The most recent occasion on which there was discussion of a merger of two large clubs in England was Sheffield around ten years ago. The major shareholder of Sheffield United (one Mike MacDonald, who almost bought City from Swales instead of Franny Lee) suggested that Sheffield wasn't able to support two major clubs and that, if it were a one club city, that single club would have the potential to be one of the biggest in England.
I remember him discussing it on BBC's The Money Programme. He recognised that the new club would have to have a new ground and a new kit so that it was genuinely a new club, not alienating fans of one of the teams by effectively making them feel as though they've been taken over by the other.
In theory, when you look at the two Sheffields, United and Wednesday, now both struggling in the third tier but with a current combined average gate of more than 35,000, it's tempting to be seduced by the power that would be enjoyed by a merged club drawing on that support. The problem is that the fans of the two club have loyalty to their own club, not to the new club.
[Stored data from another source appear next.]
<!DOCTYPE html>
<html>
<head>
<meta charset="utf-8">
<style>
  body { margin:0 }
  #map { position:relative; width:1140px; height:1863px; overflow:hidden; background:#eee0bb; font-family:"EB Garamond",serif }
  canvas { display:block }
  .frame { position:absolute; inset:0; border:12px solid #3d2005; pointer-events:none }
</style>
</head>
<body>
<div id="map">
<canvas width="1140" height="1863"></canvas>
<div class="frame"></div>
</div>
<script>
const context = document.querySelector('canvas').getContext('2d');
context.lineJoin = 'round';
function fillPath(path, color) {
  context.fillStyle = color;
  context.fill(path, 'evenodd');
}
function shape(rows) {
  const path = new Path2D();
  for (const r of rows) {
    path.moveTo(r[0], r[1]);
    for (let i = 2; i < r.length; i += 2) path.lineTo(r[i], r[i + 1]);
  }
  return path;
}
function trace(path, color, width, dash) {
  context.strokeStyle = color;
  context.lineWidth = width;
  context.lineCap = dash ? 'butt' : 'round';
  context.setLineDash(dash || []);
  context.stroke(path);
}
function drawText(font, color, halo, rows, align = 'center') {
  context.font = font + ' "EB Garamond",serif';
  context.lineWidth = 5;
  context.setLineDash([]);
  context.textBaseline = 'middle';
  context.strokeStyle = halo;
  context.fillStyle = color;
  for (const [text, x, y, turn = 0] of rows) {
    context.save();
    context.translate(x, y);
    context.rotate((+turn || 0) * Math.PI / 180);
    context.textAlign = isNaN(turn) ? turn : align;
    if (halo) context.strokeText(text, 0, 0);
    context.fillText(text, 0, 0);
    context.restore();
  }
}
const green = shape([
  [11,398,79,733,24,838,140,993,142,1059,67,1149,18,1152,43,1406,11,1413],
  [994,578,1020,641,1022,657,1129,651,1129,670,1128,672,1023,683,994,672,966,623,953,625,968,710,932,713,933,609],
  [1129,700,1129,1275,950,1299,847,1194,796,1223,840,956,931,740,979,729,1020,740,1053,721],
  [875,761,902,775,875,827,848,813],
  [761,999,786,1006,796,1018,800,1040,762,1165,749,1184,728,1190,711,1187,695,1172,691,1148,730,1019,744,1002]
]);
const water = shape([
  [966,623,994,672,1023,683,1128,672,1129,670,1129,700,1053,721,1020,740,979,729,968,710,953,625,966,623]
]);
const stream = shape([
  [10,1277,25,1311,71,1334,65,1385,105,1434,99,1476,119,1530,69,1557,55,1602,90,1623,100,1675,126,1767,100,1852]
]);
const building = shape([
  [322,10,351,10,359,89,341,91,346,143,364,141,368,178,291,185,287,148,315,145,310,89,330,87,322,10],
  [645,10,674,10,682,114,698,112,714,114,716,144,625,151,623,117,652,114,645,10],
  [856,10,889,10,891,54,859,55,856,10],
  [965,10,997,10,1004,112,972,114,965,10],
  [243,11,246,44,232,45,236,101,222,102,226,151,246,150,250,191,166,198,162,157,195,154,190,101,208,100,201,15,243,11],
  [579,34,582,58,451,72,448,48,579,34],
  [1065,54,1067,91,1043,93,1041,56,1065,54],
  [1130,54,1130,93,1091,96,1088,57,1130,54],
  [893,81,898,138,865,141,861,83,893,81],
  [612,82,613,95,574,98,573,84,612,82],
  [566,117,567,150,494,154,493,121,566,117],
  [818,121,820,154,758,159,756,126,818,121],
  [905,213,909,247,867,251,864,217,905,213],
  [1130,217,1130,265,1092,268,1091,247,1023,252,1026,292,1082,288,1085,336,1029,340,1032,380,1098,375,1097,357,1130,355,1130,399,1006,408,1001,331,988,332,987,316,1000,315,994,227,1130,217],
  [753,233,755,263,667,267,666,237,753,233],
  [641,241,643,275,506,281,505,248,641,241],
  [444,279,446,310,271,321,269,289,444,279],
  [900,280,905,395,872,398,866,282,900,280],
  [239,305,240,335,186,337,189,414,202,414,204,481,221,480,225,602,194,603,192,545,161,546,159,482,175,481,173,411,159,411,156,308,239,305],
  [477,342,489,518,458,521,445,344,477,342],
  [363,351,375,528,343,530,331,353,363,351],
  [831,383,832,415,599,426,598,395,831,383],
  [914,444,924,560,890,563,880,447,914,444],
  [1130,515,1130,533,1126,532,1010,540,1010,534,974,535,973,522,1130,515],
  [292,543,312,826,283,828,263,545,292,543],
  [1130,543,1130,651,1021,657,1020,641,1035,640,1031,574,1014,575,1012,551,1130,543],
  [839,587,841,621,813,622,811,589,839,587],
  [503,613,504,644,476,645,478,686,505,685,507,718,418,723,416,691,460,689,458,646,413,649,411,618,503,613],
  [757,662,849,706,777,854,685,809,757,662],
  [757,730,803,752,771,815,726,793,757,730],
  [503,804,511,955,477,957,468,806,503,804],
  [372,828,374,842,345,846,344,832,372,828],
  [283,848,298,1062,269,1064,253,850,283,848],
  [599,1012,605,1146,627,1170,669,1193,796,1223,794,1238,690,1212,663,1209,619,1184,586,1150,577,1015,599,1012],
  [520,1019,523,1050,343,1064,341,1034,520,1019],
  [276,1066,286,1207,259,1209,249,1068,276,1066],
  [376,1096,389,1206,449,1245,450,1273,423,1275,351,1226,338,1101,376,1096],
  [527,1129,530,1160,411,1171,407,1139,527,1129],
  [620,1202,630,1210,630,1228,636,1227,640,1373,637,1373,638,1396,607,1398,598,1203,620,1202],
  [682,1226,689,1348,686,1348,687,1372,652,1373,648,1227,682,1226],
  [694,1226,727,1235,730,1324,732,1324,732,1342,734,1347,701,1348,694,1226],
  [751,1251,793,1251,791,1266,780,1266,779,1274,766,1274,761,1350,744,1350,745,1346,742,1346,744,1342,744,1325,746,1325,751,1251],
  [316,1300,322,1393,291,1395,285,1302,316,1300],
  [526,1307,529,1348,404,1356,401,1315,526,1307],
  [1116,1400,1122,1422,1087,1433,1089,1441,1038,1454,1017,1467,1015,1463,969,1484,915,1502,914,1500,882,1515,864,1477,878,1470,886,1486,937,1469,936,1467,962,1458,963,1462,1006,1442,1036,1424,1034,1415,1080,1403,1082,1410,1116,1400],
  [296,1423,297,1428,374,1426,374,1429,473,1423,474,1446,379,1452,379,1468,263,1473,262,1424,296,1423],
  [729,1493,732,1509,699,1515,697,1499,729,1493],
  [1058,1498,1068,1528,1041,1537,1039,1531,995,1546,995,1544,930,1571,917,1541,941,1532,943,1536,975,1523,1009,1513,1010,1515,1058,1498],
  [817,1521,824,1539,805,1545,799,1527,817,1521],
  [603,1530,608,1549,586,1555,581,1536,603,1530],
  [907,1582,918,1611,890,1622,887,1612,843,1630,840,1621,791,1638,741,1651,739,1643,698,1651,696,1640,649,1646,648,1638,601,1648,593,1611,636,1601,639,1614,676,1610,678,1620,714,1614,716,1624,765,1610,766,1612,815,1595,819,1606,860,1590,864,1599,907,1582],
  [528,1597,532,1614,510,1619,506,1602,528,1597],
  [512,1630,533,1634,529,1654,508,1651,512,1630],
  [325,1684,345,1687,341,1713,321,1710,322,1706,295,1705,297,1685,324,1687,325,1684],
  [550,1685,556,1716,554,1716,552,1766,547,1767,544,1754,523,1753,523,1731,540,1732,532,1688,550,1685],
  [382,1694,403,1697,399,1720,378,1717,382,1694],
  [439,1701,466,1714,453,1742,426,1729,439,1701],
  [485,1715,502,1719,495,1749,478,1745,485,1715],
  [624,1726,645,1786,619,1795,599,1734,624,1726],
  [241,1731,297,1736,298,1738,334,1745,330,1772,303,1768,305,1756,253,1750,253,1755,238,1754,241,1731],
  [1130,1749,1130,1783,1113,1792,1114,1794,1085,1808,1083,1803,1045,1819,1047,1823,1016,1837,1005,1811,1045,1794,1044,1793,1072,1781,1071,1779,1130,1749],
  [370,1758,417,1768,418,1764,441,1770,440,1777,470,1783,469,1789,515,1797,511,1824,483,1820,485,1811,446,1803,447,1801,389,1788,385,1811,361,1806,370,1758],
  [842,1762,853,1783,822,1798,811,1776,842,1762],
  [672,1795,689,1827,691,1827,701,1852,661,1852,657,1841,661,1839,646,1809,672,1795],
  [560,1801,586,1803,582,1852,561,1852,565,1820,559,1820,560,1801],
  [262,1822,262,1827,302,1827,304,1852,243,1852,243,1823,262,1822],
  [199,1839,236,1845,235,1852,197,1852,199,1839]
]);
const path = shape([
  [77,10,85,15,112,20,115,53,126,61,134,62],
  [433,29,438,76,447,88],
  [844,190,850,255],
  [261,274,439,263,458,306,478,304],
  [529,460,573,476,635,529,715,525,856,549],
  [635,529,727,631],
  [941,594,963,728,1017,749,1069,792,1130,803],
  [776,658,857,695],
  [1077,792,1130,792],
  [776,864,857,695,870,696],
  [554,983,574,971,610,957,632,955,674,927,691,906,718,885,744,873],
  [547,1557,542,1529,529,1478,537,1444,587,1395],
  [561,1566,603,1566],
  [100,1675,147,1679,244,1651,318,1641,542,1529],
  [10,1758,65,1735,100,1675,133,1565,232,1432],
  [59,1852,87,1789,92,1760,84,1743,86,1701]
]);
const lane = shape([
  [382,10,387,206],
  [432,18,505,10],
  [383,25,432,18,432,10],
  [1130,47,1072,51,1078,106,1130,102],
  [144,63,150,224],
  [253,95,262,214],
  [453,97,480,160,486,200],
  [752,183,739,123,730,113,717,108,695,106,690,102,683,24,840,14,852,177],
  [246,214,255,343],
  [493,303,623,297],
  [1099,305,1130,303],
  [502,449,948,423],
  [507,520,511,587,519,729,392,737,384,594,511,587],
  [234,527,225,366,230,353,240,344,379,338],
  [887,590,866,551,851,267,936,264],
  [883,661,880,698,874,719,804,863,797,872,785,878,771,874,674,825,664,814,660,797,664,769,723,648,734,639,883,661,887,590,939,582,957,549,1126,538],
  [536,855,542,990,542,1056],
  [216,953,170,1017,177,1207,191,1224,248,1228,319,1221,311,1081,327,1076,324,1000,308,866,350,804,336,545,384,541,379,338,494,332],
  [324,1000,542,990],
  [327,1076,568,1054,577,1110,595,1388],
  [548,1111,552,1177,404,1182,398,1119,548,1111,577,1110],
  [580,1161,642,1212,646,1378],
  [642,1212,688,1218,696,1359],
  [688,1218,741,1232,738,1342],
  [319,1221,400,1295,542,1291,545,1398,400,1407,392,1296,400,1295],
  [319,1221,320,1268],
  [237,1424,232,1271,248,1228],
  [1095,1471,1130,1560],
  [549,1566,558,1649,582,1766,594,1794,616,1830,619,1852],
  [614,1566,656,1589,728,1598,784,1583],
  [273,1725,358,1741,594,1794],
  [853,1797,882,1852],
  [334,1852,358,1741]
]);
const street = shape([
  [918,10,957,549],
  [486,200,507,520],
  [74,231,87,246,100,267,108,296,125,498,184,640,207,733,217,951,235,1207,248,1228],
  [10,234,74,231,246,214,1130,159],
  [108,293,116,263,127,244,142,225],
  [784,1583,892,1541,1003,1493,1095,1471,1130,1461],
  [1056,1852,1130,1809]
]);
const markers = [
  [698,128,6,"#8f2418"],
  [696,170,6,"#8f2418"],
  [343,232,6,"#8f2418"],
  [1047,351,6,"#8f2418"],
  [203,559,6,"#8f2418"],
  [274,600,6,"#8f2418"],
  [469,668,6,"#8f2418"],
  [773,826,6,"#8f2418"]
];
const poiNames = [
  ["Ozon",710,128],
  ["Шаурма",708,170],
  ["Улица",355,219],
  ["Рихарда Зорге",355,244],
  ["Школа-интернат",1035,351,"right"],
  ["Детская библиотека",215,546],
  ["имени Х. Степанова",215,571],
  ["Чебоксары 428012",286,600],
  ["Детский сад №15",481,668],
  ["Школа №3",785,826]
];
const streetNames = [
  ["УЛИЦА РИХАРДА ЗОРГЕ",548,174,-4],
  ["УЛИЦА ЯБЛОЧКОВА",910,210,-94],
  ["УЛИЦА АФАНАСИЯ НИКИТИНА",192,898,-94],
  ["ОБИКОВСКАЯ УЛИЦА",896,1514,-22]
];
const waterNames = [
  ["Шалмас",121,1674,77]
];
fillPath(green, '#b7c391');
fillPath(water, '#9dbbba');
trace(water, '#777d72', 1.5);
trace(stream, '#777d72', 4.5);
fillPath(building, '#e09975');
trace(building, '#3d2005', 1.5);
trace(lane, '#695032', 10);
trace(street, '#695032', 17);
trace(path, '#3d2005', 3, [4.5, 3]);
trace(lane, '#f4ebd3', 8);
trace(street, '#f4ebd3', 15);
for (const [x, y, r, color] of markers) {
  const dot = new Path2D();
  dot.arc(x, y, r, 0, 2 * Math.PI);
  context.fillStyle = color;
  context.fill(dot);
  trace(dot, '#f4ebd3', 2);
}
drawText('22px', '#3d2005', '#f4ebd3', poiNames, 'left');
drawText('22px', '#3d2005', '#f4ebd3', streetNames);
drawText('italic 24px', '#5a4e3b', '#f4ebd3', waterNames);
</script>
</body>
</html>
Say United and Wednesday merged and Sheffield City FC, playing in all white with red and blue trim, took the field for their opening at a rebuilt 60K Don Valley stadium, the capacity reflecting the ambitions for the team's pulling power if it became successful. I don't reckon you'd get near the current 35,000 while they worked their way up the pyramid.
Does anyone reckon they'd even attract 50% of the current gates of either club? And if that's right, then no one is going to invest the money it would take to make the merger happen. It's really a non-starter.